Sixteen states and the District of Columbia have met Biden's goal of 70% partially vaccinated, but Michigan is not among that group.
Michigan State University Epidemiologist Dr. Nigel Paneth said he thinks it's too soon to celebrate the end of the pandemic.
"I guess I would be a bit more cautious," said Paneth, an emeritus university distinguished professor in the departments of Epidemiology & Biostatistics and Pediatrics & Human Development.
"With only 47% of the population fully vaccinated, we are not in a position to resist the onslaught of another, more communicable version of COVID-19 such as the Delta variant, " he said, noting that new outbreaks would be less severe because most of the susceptible elderly are now vaccinated.
"We have low numbers now, but we are loosening public health precautions, international travel is resuming, and unless and until we have a higher fraction of the population immunized, at least 70% to 80%, we cannot say that we have anything other than a temporary respite."

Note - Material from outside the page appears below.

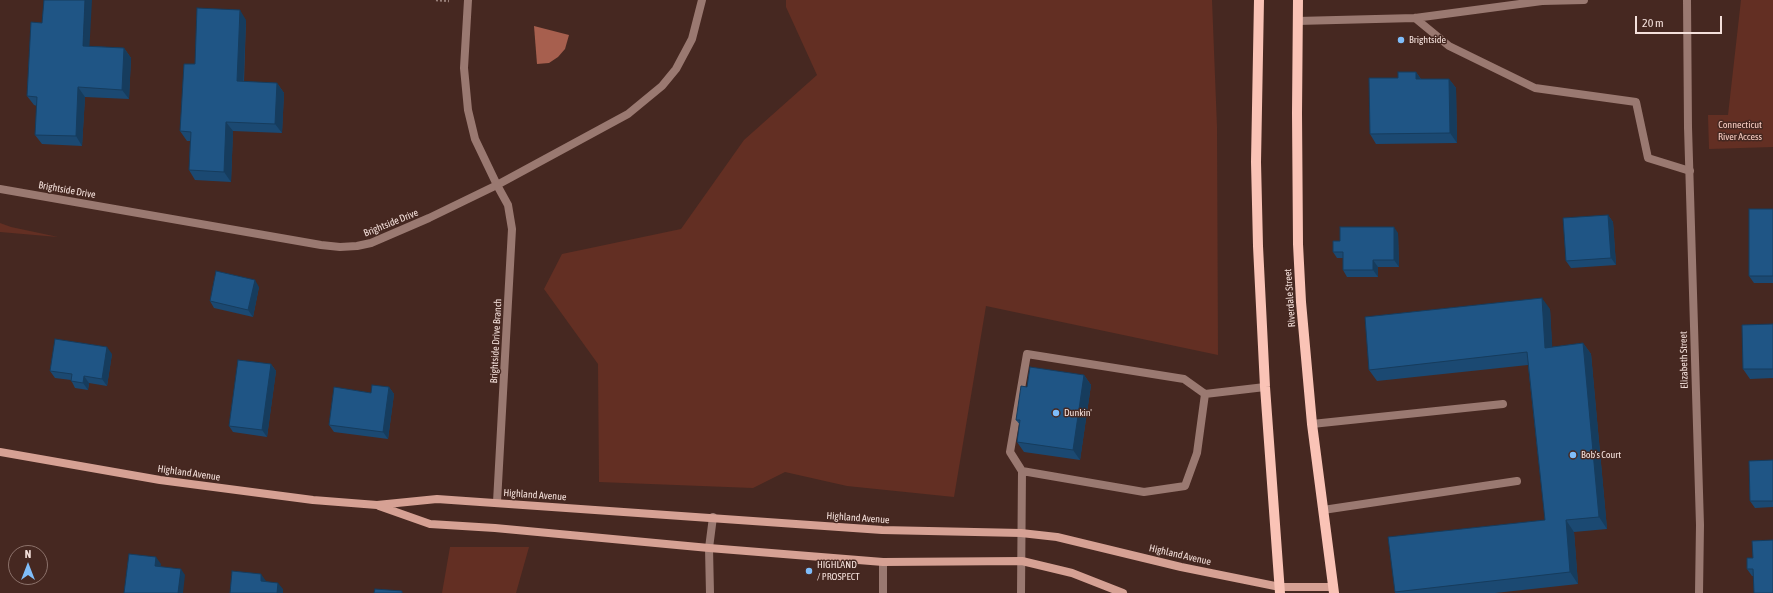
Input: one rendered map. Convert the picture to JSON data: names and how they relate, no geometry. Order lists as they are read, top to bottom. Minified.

The White House also mentioned the bipartisan Senate talks about an infrastructure spending package prior to the trip, but the topic wasn't raised during the cherry farm tour.
Before a gathering of reporters after the tour, Whitmer was asked if she spoke to Biden about infrastructure projects specifically for Michigan that the package might finance.

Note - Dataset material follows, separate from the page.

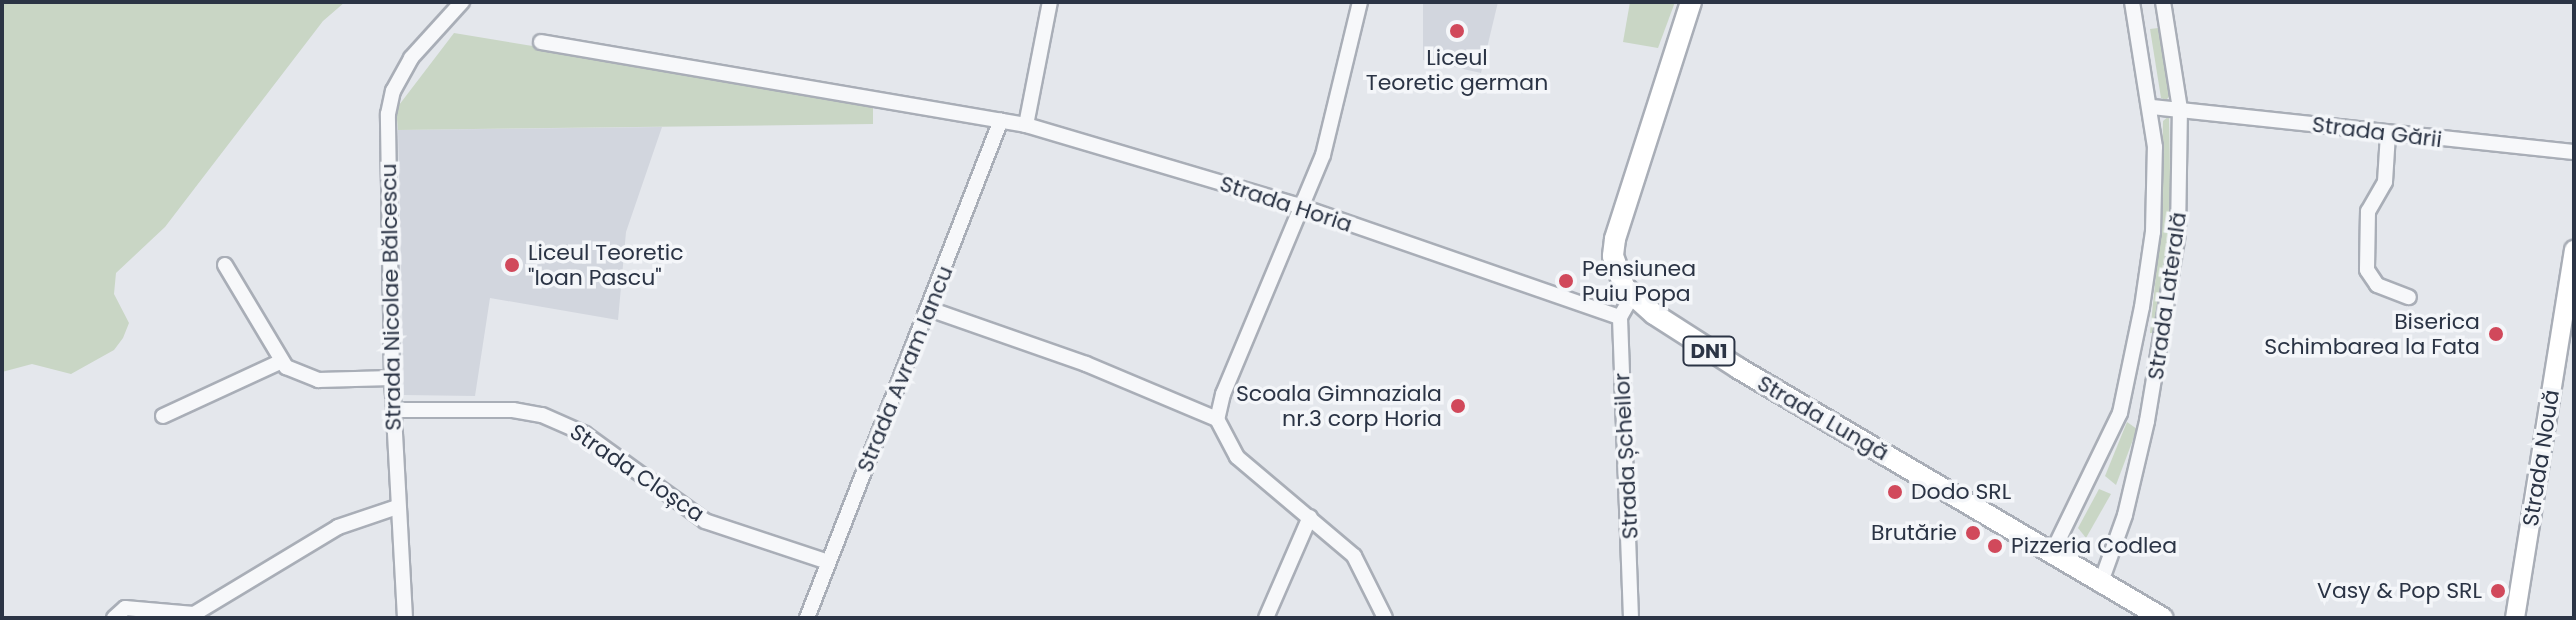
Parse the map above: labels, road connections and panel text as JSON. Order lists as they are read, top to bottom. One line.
{"streets":{"highway":["DN1","Strada Lungă"],"main road":["Strada Nouă"],"street":["Strada Gării","Strada Horia","Strada Laterală","Strada Nicolae Bălcescu","Strada Avram Iancu","Strada Șcheilor","Strada Cloșca"]},"crossings":[["Strada Gării","Strada Laterală"],["Strada Horia","Strada Avram Iancu"],["Strada Horia","Strada Șcheilor"],["Strada Laterală","Strada Lungă"],["Strada Nicolae Bălcescu","Strada Cloșca"],["Strada Avram Iancu","Strada Cloșca"]],"places":["Liceul Teoretic german","Liceul Teoretic \"Ioan Pascu\"","Pensiunea Puiu Popa","Biserica Schimbarea la Fata","Scoala Gimnaziala nr.3 corp Horia","Dodo SRL","Brutărie","Pizzeria Codlea","Vasy & Pop SRL"]}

"I'm the 'fix the damn roads' governor, so I talk infrastructure with everybody, including the president," she said. "We haven't had a conversation about specific projects, but certainly with the incredible flooding that we suffered a week and a half ago, infrastructure is on everyone's mind.
"What we saw (in Detroit) was a lack of investment in infrastructure combined with climate change — and all of our freeways were flooded within hours."
Whitmer added with a smile that it was also the reason "why this infrastructure package is so important. That's also why I got the president rocky road fudge from Mackinac Island for his trip here."
Biden was last in Michigan on May 18, when he visited a Ford Motor Co. truck plant in Dearborn and took a spin in the electric F-150 Lightning. Before that, he visited the Pfizer plant in Portage that manufactures the two-dose COVID-19 vaccine.
First lady Jill Biden traveled to Michigan in June, speaking at a pop-up vaccine clinic at Grand Rapids Community College's DeVos campus.
Secretary of Education Miguel Cardona also came to Michigan last month, stopping at community colleges in Dearborn and Warren to encourage young people to get the COVID-19 vaccine and highlight the Biden administration's effort to provide two years of free college.
This time around, Biden didn't make a stop in southeast Michigan due to the massive cleanup that's underway from flooding, which has kept the Interstate 94 freeway closed in Detroit and Dearborn, said U.S. Rep. Debbie Dingell, D-Dearborn.
"It wouldn't make sense to take valuable resources away from the flooding recovery in many communities," Dingell told The Detroit News on Friday after spending her morning touring flood-damaged homes. "He's fully aware of what's going on in Michigan because I raised it with him at the White House on Wednesday."
Biden's senior staff is monitoring the situation, and the president "wants to do whatever he can to be supportive," she said.
Staff Writer Melissa Nann Burke and freelance writer John Barnes contributed.